We described first the basic characteristics of the QPA tool and the findings of the scaffolding study by Halttunen (2003b). Then we reported the results of the log analysis on user errors in tutored search exercises. In this section, we try to outline answers to the original questions.

The role and limits of automated tutoring

If we consider tutoring as a form of scaffolding, the unique feature of QPA is that it helps the user to perceive how different moves taken or methods applied in a search session affect retrieval performance. Hints, examples or models can be used in the form of static textual scaffolds also as in any Web-based resource. In learning environments using QPA as a special service in exercises, general and initial support should mainly be given by the learning environment itself. The division of tutorial functions between QPA and the 'mastering' learning environment is an important design issue.

To expand the support provided by the QPA tool, the chances to adopt scaffolds typical for the human tutor have to be considered. Some parts of human support require common-sense knowledge (external to the search exercise) and are out of the scope of automatic tutoring. The analysis of errors made by users presented above shows that users have difficulties at all levels of searching knowledge: conceptual, semantic and technical skills. However, from the learning viewpoint semantic and especially conceptual knowledge is in the heart of tutoring.

The advantage of QPA is that the learner's training situation is limited by the given search assignment and the underlying search topic. It is possible to build a comprehensive representation of the search domain. Building 'intelligent' user help in operational search systems is a much more complex task since searching is based on users' own information needs. (See Bates 1990, Brajnik et al., 2002, Fidel & Efthimiadis 1995, Oakes & Taylor 1998, Shute & Smith 1993, Sormunen 1989). QPA does not treat other access methods than queries in a given database and this reduces also the complexity of the tutoring task. The task is by no means a trivial one but can be regarded as manageable.

Intelligent tutoring systems as a model

Intelligent tutoring systems (ITS) are a traditional knowledge engineering approach applicable here. ITS are intended to give feedback and guidance to a learner in a way similar to a human tutor (Hume et al., 1996, Khuwaja & Patel 1996, Shute & Psotka, 1996).
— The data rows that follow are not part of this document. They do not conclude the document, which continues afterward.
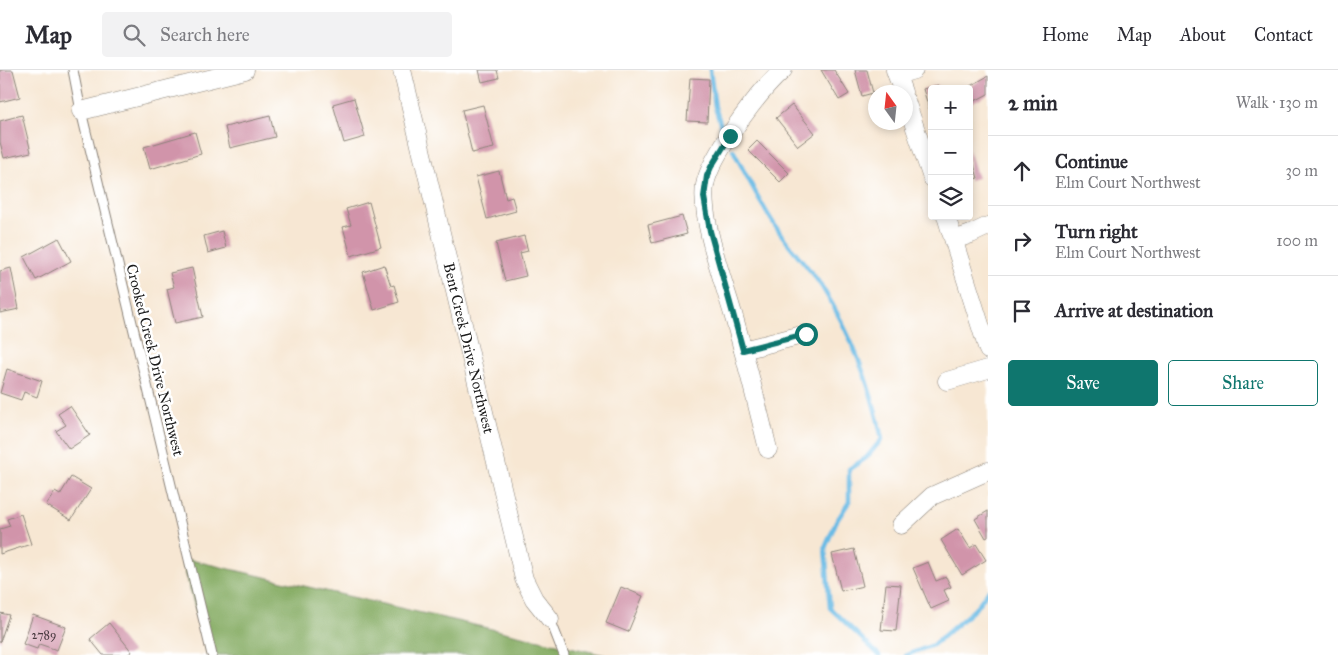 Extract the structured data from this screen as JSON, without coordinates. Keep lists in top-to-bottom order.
{
  "streets": {
    "street": ["Bent Creek Drive Northwest"],
    "lane": ["Crooked Creek Drive Northwest"]
  },
  "house_numbers": ["2789"],
  "north": "top",
  "page": {
    "header": "Map",
    "search": "Search here",
    "nav": [
      "Home",
      "Map",
      "About",
      "Contact"
    ],
    "heading": ["2 min", "Walk · 130 m"],
    "map_buttons": ["+", "−"],
    "list": [
      ["Continue", "Elm Court Northwest", "30 m"],
      ["Turn right", "Elm Court Northwest", "100 m"],
      "Arrive at destination"
    ],
    "buttons": ["Save", "Share"]
  }
}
Three main components of a typical ITS implementation are:

The domain model (or curriculum). This model represents the domain of knowledge that the student is studying.
The student model. The system attempts to assess what the student already knows.
The tutor (or teaching strategy). The module is planning which curriculum element ought to be instructed next and how it should be presented to the learner.

The domain model of in the QPA tutoring system could be, for instance, a rule-base representing general query formulation heuristics relevant in the IR setting used and a table of facts about the search topic used. Some heuristics are general (for example, the user needs to identify at least the key facets of a topic and at least some of the query terms for each facet), some are dependent on the system used (the user applies only key facets in Boolean queries but most, if not all, facets in best-match queries) and some are search task dependent (the user applies special facets, e.g. author names). By topic dependent facts we mean, for example, lists of primary and secondary facets and corresponding query term candidates. Descriptive data may be assigned both to facets and query terms.
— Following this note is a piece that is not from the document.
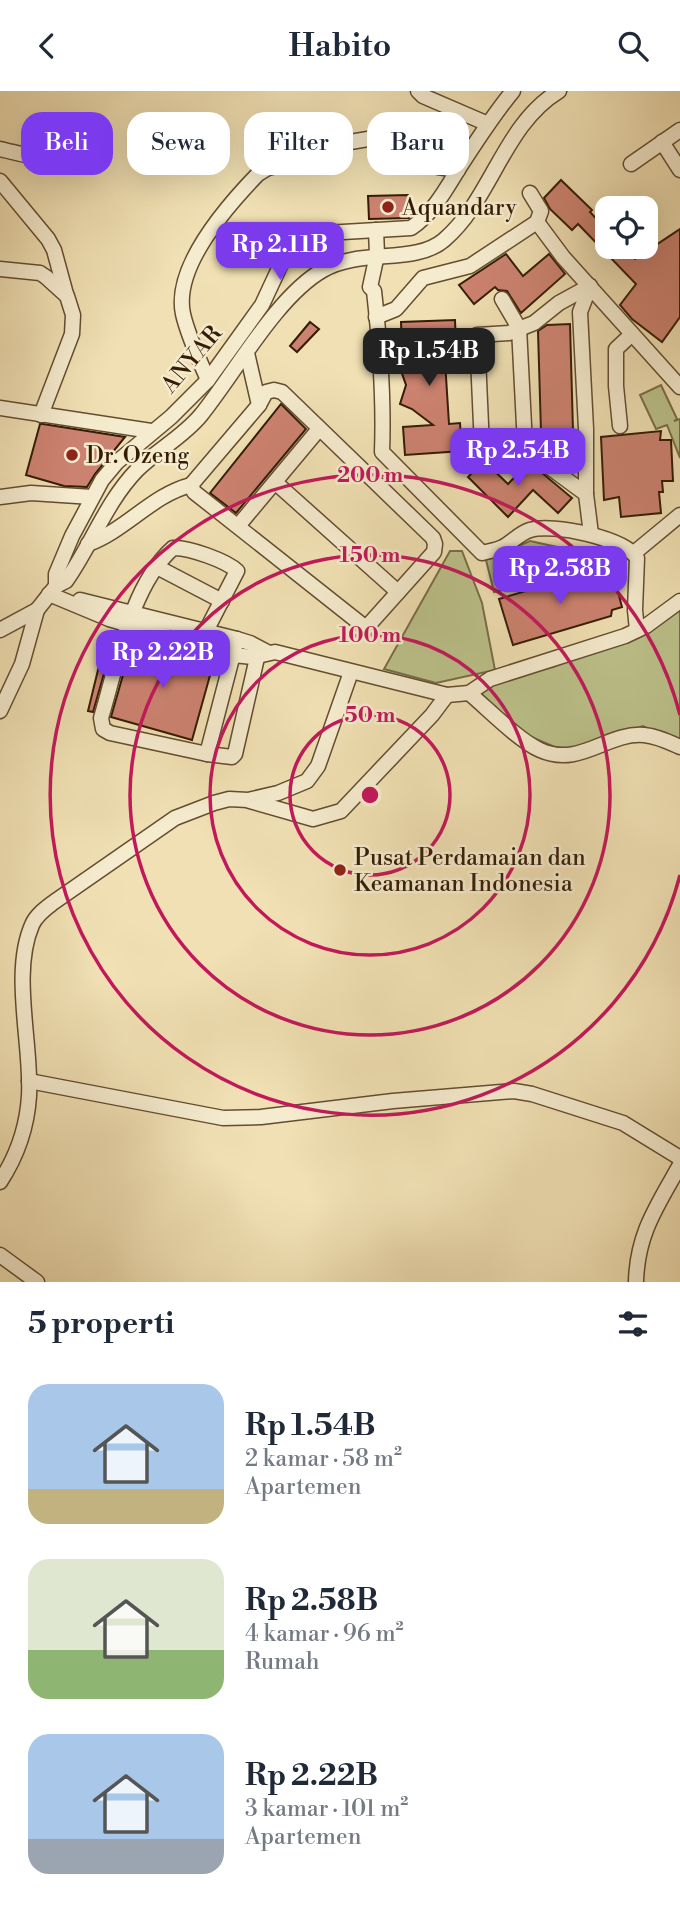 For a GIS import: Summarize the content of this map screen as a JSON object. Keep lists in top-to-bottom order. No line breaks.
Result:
{"streets":{"street":["ANYAR"]},"places":["Aquandary","Dr. Ozeng","Pusat Perdamaian dan Keamanan Indonesia"],"page":{"header":"Habito","chip":["Beli","Sewa","Filter","Baru"],"price":["Rp 2.11B","Rp 1.54B","Rp 2.54B","Rp 2.58B","Rp 2.22B"],"heading":"5 properti","list":[{"name":"Rp 1.54B","note":"2 kamar · 58 m² · Apartemen"},{"name":"Rp 2.58B","note":"4 kamar · 96 m² · Rumah"},{"name":"Rp 2.22B","note":"3 kamar · 101 m² · Apartemen"}]},"rings":["200 m","150 m","100 m","50 m"]}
By applying searching heuristics and topic-related facts, the errors and weaknesses of any query can be identified and let the user know them. Unfortunately, this is not enough since mechanical reporting of faults and giving direct advice to solve those does not necessarily lead to desired learning outcomes. The role of the tutor (in the ITS model) is to select an instructional strategy and generate an appropriate response to the user. This is not a trivial task since QPA is sharing the responsibility for scaffolding with the 'mastering' learning environment. A pragmatic strategy is that QPA provides a defined set of scaffolds and the designer of the learning environment generates complementary support for the user (for example, initial scaffolds).

The ultimate goal of the student model is to build and update a representation of the student's current conception of the domain. Research on ITS has not managed to develop student models which work well in practice (Shute & Psotka, 1996). In the case of QPA, it might be more productive to focus more on the analysis of user errors made in the search session or across search sessions. The analysis of query logs gave us examples of the types of errors the so-called 'loser' group tended to make. The error profile of the user can be used in selecting the appropriate level in giving hints or other scaffolds to the user.

A tentative blueprint for an automated tutoring system

We have started to work on a prototype of an automated tutoring system for the QPA tool. Our main ideas are the following:

To begin with, we focus on errors at the level of conceptual knowledge (but do not neglect the levels of semantic knowledge and technical skills). The basic conceptions of information retrieval are associated with the conceptual level. Conceptual knowledge of searching is generic and can be applied in different retrieval environments.
A comprehensive model of the search topic based on an inclusive query plan is in the core of the tutoring system. Without this model of the topic (actually data in the form of a table) situation-dependent user support is not possible at the conceptual level.
General searching heuristics (e.g., in the form of rules) exploit data on the search topic and on queries made by the user to identify all potential errors and weigh their significance.
A separate problem is to develop a procedure how and in what form user feedback is given. The user error profile has here a key role. Also the designer of the learning environment should have a chance to pre-set what options of user feedback are applied.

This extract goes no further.